Jamieson-Fausset-Brown Bible Commentary
Isa 29:1-24. Coming Invasion of Jerusalem: Its Failure: Unbelief of the Jews.
This chapter opens the series of prophecies as to the invasion of Judea under Sennacherib, and its deliverance.
1. Ariel—Jerusalem; Ariel means "Lion of God," that is, city rendered by God invincible: the lion is emblem of a mighty hero (2Sa 23:20).

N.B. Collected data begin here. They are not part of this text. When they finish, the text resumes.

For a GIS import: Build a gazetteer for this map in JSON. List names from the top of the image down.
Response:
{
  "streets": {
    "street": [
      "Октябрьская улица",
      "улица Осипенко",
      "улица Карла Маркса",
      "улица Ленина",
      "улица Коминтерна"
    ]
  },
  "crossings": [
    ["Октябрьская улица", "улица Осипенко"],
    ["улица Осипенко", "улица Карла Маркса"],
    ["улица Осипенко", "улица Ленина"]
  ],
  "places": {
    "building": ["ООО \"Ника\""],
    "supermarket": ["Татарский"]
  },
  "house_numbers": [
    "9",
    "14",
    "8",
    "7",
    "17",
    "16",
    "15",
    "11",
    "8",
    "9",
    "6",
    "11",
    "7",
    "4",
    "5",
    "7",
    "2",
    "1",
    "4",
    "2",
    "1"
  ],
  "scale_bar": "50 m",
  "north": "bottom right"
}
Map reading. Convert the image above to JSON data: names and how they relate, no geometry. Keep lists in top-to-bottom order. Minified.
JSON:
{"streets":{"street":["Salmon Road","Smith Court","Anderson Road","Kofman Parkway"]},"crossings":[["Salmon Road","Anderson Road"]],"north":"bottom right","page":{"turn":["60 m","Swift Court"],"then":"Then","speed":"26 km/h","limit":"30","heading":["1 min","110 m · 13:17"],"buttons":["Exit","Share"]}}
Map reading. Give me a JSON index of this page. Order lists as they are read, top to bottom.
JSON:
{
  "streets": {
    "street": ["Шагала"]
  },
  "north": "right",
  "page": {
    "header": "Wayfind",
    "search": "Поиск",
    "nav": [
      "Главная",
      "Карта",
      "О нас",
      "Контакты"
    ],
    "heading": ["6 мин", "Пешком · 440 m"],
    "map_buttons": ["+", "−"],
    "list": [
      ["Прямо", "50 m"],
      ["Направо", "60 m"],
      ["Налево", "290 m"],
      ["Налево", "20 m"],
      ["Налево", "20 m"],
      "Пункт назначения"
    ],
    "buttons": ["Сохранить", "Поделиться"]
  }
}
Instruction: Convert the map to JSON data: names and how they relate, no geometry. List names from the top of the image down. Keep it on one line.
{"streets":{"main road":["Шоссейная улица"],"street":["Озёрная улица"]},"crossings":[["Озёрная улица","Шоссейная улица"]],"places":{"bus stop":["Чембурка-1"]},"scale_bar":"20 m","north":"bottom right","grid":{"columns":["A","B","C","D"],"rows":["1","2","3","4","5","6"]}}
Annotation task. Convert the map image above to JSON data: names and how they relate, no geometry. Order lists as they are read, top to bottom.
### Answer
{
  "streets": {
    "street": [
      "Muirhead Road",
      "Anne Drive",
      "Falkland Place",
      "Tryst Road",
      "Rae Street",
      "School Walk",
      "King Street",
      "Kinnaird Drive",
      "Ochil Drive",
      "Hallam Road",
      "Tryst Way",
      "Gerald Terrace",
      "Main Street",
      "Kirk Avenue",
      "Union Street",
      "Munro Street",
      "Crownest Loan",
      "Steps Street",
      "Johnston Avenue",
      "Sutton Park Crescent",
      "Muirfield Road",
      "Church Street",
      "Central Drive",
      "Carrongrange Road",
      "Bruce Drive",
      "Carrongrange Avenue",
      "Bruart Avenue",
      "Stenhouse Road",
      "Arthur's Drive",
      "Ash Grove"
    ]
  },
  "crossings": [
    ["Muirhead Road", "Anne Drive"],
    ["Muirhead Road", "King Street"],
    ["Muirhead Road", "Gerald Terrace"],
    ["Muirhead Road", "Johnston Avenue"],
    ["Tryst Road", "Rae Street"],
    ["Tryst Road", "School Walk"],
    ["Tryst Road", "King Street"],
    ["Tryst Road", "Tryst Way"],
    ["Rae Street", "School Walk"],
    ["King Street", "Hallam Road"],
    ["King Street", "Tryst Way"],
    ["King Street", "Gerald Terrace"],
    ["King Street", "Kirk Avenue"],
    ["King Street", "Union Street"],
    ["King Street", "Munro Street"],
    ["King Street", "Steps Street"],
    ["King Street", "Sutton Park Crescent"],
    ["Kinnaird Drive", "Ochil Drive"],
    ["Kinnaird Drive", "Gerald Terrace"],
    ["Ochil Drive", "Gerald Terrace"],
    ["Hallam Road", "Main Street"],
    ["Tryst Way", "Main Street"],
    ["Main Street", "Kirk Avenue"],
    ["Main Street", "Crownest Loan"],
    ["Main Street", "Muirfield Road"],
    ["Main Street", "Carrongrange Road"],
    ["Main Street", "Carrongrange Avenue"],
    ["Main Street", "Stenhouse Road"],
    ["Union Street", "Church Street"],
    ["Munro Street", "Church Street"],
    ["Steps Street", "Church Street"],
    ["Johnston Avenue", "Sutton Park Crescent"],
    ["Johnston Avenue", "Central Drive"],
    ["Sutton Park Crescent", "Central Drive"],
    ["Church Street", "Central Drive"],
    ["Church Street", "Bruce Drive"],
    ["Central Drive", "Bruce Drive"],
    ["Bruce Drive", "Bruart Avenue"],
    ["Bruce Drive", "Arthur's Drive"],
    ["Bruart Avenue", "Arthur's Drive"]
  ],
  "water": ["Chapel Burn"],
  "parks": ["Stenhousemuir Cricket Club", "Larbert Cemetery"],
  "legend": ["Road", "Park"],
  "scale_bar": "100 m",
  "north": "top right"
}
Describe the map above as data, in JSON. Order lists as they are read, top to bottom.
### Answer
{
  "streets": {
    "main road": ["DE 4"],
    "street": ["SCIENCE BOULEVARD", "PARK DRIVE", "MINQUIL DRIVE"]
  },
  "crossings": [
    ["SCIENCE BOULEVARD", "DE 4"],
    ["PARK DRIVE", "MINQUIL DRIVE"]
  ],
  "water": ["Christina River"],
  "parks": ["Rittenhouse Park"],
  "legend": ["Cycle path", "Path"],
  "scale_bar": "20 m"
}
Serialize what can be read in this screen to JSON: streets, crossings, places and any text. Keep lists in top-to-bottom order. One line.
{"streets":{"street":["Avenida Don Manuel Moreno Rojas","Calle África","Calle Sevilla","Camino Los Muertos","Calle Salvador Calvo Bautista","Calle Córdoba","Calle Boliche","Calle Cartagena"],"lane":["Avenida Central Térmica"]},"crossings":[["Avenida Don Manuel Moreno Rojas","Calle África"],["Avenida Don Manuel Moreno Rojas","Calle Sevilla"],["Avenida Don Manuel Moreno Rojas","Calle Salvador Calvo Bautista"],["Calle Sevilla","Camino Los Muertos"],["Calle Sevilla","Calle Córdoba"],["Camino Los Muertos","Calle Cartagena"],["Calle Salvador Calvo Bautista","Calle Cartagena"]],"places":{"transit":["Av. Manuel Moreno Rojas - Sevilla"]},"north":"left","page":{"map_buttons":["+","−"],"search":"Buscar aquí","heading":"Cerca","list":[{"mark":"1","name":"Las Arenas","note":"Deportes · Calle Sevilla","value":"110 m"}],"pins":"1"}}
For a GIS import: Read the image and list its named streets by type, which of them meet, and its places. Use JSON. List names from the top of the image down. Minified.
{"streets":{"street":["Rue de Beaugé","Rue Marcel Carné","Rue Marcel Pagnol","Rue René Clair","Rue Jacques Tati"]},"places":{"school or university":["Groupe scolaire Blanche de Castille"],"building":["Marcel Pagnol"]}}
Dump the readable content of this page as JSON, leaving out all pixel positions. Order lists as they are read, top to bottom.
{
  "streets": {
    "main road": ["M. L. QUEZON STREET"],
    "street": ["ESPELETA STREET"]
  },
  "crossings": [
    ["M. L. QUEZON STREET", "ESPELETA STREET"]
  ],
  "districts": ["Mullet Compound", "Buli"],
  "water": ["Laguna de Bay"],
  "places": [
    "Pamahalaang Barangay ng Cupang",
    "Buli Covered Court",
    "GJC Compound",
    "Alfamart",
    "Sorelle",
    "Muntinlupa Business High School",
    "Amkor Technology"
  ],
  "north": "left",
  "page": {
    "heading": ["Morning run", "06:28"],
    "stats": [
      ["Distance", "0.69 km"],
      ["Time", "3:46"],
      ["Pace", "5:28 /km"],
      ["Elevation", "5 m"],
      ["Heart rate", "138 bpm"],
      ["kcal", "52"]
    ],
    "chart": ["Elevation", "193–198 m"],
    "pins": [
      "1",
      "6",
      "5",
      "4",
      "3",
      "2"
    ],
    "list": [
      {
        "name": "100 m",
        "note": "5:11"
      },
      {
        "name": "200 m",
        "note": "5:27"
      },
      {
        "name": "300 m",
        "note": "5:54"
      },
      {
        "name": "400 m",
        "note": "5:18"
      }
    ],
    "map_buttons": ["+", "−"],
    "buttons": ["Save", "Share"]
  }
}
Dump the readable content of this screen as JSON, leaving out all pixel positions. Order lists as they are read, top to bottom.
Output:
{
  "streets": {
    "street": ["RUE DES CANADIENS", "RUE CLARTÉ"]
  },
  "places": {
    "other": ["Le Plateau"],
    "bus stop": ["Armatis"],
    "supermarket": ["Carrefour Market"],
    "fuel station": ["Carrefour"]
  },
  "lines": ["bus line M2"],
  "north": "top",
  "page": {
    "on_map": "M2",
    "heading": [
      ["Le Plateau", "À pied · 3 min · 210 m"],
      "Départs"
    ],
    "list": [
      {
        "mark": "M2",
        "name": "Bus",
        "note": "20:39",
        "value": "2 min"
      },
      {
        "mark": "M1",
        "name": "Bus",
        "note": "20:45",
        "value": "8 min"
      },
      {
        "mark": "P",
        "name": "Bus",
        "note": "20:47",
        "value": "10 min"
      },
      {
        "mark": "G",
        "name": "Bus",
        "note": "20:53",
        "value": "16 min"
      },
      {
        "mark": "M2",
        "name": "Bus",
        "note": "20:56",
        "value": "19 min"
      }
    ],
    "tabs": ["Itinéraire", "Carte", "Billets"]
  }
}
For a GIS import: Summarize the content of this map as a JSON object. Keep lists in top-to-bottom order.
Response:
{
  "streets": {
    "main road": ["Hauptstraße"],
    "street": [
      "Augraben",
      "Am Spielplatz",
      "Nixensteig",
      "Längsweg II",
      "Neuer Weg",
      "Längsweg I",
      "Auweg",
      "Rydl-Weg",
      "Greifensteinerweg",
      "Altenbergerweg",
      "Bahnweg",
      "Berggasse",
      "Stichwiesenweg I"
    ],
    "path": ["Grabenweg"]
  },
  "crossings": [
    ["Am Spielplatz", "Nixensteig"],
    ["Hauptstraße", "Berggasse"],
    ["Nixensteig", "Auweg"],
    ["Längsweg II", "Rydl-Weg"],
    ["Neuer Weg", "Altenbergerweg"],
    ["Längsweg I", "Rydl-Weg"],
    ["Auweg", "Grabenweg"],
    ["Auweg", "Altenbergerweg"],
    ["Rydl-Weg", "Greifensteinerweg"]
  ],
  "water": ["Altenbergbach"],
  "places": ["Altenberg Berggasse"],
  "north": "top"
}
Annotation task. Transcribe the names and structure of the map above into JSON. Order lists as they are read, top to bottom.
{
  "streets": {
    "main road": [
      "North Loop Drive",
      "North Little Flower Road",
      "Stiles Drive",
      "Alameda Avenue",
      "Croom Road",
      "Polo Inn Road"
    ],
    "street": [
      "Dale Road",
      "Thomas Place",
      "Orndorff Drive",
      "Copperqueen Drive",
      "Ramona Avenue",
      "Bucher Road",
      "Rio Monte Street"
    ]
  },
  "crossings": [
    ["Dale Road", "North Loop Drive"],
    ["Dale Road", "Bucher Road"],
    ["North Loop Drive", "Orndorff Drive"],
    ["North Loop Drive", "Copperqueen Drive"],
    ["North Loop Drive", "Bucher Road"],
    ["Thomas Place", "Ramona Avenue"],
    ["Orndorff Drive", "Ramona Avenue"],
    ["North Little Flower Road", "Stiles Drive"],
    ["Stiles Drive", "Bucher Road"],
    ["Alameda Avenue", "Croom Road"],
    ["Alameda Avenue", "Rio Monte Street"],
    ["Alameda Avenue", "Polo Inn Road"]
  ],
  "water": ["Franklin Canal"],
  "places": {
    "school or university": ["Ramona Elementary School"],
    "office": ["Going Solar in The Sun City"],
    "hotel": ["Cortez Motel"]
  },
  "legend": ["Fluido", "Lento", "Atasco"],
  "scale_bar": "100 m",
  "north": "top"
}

Otherwise "Hearth of God," that is, place where the altar-fire continually burns to God (Isa 31:9; Eze 43:15, 16).
add … year to year—ironically; suffer one year after another to glide on in the round of formal, heartless "sacrifices." Rather, "add yet another year" to the one just closed [Maurer]. Let a year elapse and a little more (Isa 32:10, Margin).
let … kill sacrifices—rather, "let the beasts (of another year) go round" [Maurer]; that is, after the completion of a year "I will distress Ariel."